[WHAT YOU HAVE TO DO] In the copy, include every record below exactly as it appears, but no pictures.

[TASK DATA]
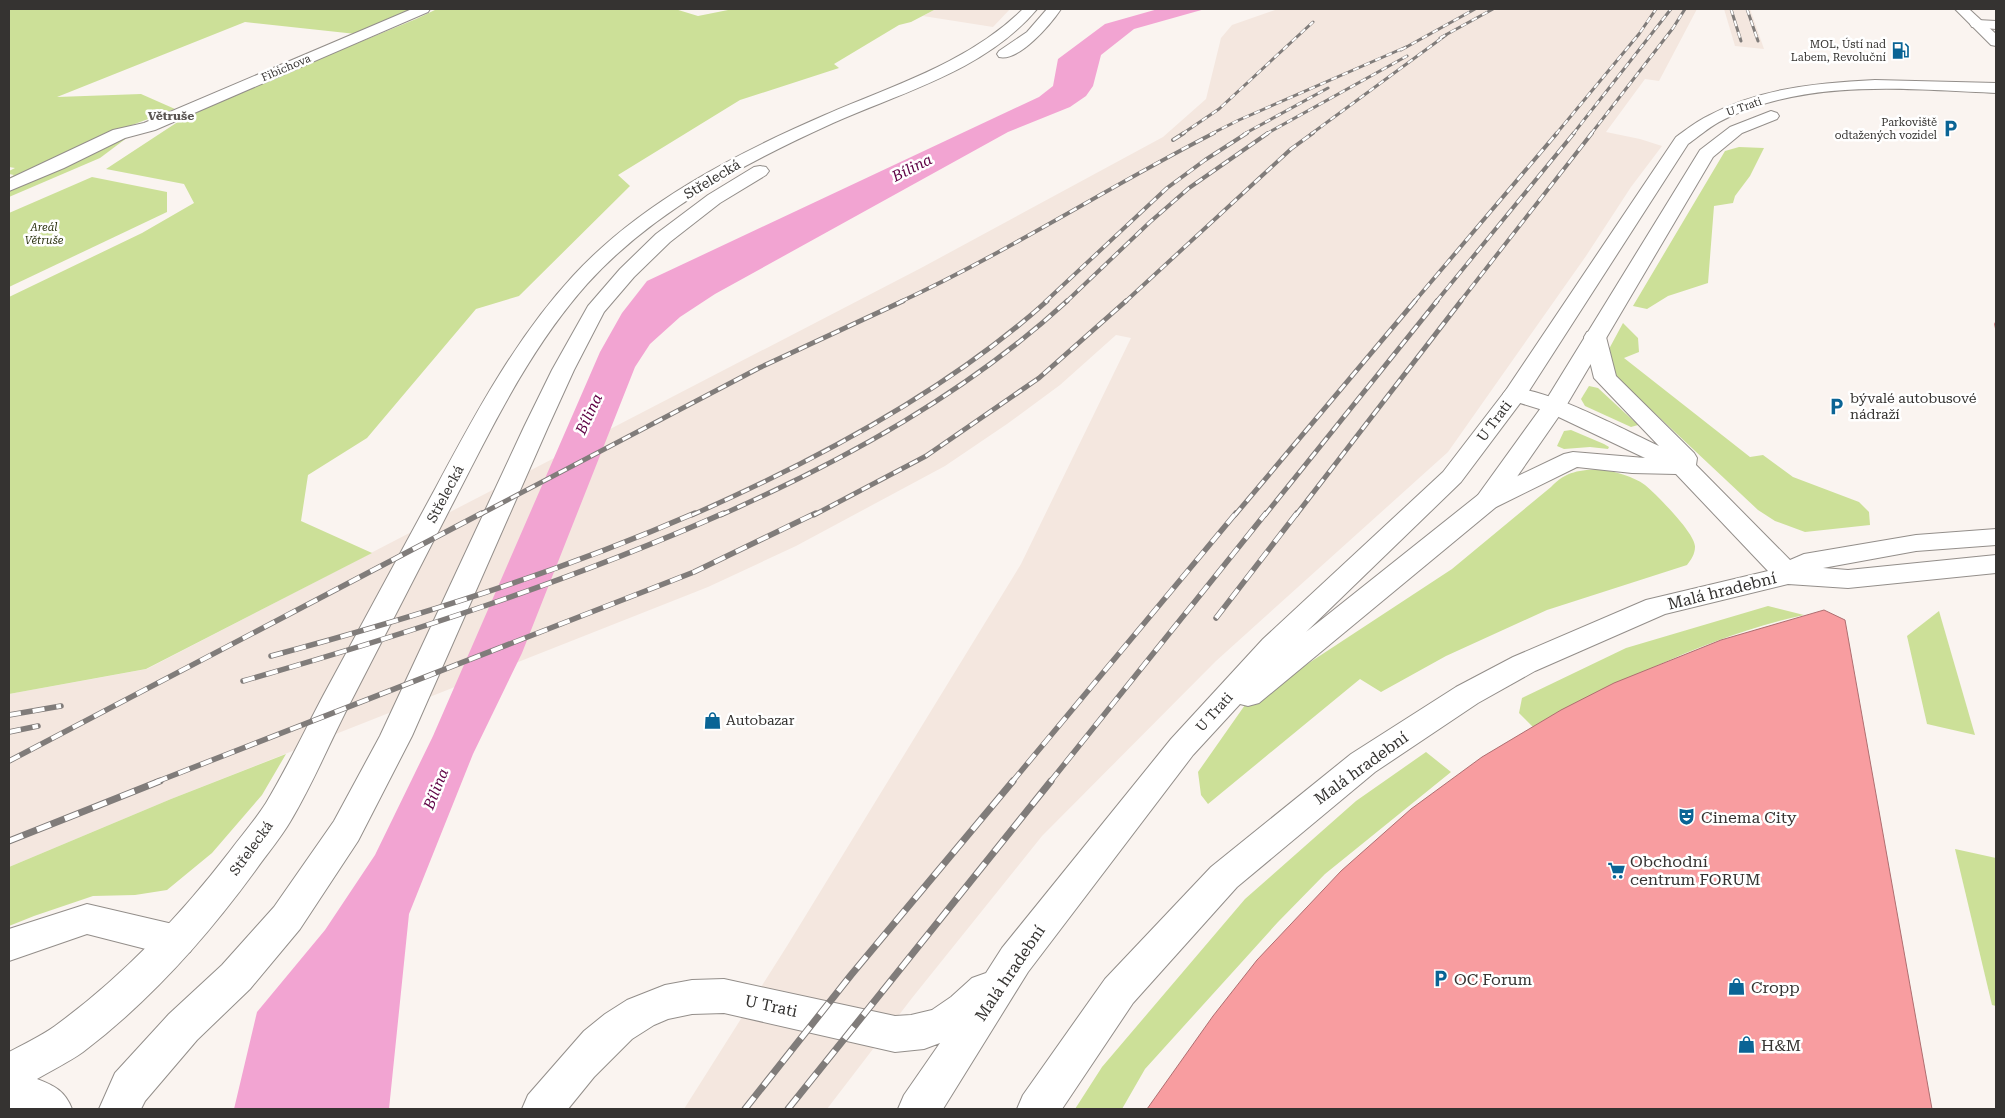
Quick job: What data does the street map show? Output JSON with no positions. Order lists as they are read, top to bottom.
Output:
{
  "streets": {
    "street": [
      "Fibichova",
      "U Trati",
      "Střelecká",
      "Malá hradební"
    ]
  },
  "crossings": [
    ["U Trati", "Malá hradební"]
  ],
  "districts": ["Větruše"],
  "water": ["Bílina"],
  "parks": ["Areál Větruše"],
  "places": {
    "fuel station": ["MOL, Ústí nad Labem, Revoluční"],
    "parking": ["Parkoviště odtažených vozidel", "bývalé autobusové nádraží", "OC Forum"],
    "shop": ["Autobazar", "Cropp", "H&M"],
    "theatre": ["Cinema City"],
    "supermarket": ["Obchodní centrum FORUM"]
  }
}
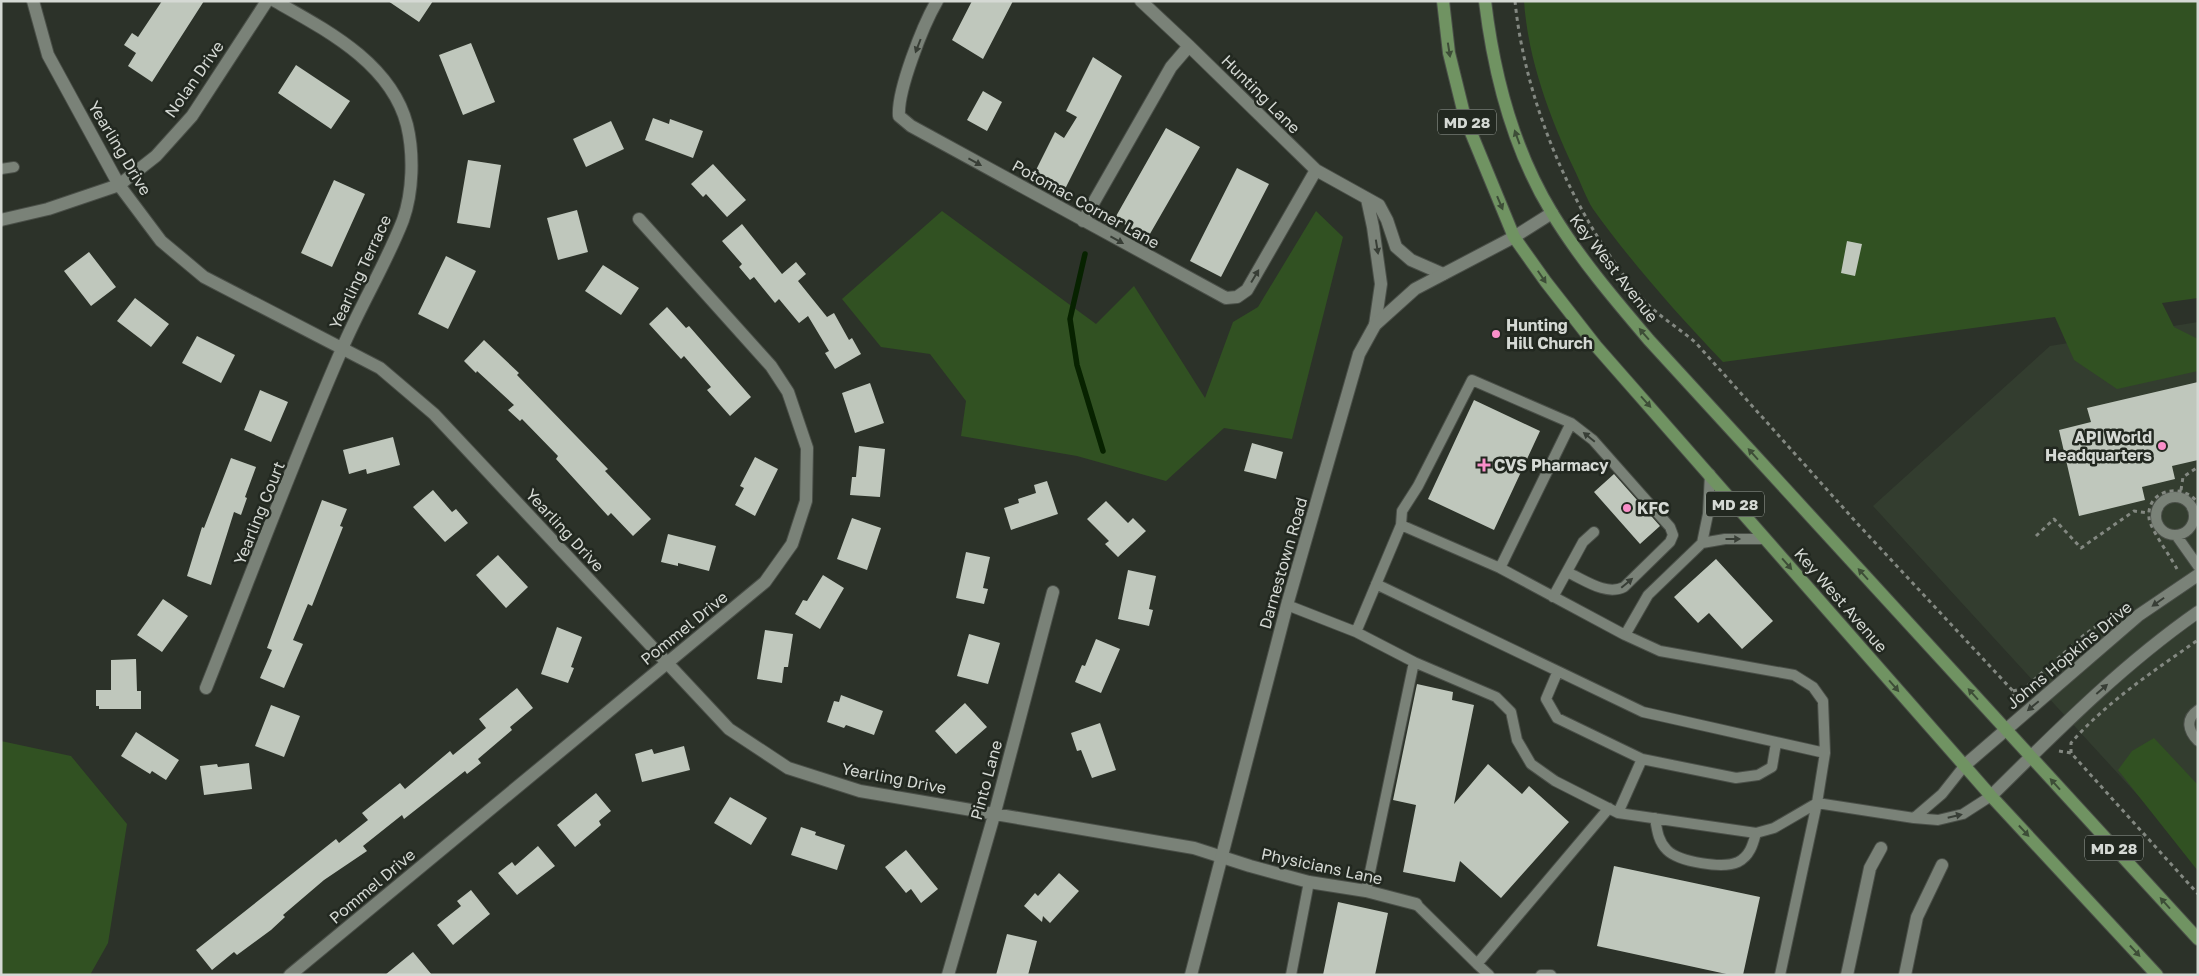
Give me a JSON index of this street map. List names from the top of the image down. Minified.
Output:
{"streets":{"main road":["MD 28","Key West Avenue"],"street":["Nolan Drive","Hunting Lane","Yearling Drive","Potomac Corner Lane","Yearling Terrace","Yearling Court","Darnestown Road","Pommel Drive","Johns Hopkins Drive","Pinto Lane","Physicians Lane"]},"crossings":[["Nolan Drive","Yearling Drive"],["Hunting Lane","Potomac Corner Lane"],["Hunting Lane","Darnestown Road"],["MD 28","Key West Avenue"],["MD 28","Darnestown Road"],["Yearling Drive","Yearling Terrace"],["Yearling Drive","Yearling Court"],["Yearling Drive","Darnestown Road"],["Yearling Drive","Pommel Drive"],["Yearling Drive","Pinto Lane"],["Yearling Drive","Physicians Lane"],["Key West Avenue","Darnestown Road"],["Key West Avenue","Johns Hopkins Drive"],["Yearling Terrace","Yearling Court"],["Darnestown Road","Physicians Lane"]],"places":{"other":["Hunting Hill Church","API World Headquarters","KFC"],"health":["CVS Pharmacy"]}}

[RESPONSE BELOW]
Quick job: What data does the street map show? Output JSON with no positions. Order lists as they are read, top to bottom.
Output:
{
  "streets": {
    "street": [
      "Fibichova",
      "U Trati",
      "Střelecká",
      "Malá hradební"
    ]
  },
  "crossings": [
    ["U Trati", "Malá hradební"]
  ],
  "districts": ["Větruše"],
  "water": ["Bílina"],
  "parks": ["Areál Větruše"],
  "places": {
    "fuel station": ["MOL, Ústí nad Labem, Revoluční"],
    "parking": ["Parkoviště odtažených vozidel", "bývalé autobusové nádraží", "OC Forum"],
    "shop": ["Autobazar", "Cropp", "H&M"],
    "theatre": ["Cinema City"],
    "supermarket": ["Obchodní centrum FORUM"]
  }
}
Give me a JSON index of this street map. List names from the top of the image down. Minified.
Output:
{"streets":{"main road":["MD 28","Key West Avenue"],"street":["Nolan Drive","Hunting Lane","Yearling Drive","Potomac Corner Lane","Yearling Terrace","Yearling Court","Darnestown Road","Pommel Drive","Johns Hopkins Drive","Pinto Lane","Physicians Lane"]},"crossings":[["Nolan Drive","Yearling Drive"],["Hunting Lane","Potomac Corner Lane"],["Hunting Lane","Darnestown Road"],["MD 28","Key West Avenue"],["MD 28","Darnestown Road"],["Yearling Drive","Yearling Terrace"],["Yearling Drive","Yearling Court"],["Yearling Drive","Darnestown Road"],["Yearling Drive","Pommel Drive"],["Yearling Drive","Pinto Lane"],["Yearling Drive","Physicians Lane"],["Key West Avenue","Darnestown Road"],["Key West Avenue","Johns Hopkins Drive"],["Yearling Terrace","Yearling Court"],["Darnestown Road","Physicians Lane"]],"places":{"other":["Hunting Hill Church","API World Headquarters","KFC"],"health":["CVS Pharmacy"]}}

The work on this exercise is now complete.